• [YOUR TASK]:
In the entries below, some lines contain "Uğur"; work out how many and answer with the figure only.

• [DATA SUPPLIED]:

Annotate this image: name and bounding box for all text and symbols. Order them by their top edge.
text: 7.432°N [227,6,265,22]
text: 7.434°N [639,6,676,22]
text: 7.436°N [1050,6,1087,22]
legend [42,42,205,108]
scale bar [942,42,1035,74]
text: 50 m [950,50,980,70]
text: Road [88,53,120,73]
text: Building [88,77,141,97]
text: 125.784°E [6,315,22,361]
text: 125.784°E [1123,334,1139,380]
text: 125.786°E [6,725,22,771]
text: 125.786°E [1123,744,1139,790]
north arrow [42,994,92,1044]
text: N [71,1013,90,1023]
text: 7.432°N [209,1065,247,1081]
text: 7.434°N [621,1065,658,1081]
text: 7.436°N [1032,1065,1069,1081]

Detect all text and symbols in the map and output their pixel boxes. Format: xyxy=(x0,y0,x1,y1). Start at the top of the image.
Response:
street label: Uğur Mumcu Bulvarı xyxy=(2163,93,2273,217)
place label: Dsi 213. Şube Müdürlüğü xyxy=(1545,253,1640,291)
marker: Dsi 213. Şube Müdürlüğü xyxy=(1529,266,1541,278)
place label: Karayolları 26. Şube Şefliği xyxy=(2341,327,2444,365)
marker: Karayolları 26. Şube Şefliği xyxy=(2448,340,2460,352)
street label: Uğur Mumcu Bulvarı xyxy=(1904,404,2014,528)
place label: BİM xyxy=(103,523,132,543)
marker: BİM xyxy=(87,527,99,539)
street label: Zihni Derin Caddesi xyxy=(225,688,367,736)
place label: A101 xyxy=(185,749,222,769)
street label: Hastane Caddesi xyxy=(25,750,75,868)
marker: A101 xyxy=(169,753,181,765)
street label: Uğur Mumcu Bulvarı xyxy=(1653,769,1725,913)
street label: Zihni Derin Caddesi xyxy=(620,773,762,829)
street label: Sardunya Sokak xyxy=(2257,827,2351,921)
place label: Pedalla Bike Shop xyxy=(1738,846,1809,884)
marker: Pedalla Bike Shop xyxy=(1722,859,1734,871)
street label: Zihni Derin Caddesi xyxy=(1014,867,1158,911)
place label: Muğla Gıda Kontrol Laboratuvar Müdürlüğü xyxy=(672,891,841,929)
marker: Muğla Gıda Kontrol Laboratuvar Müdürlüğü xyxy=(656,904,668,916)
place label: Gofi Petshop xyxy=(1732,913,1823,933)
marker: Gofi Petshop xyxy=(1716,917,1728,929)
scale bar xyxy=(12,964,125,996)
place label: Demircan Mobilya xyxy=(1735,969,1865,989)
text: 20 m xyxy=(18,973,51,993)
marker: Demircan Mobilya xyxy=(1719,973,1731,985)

• [RESULT]:
3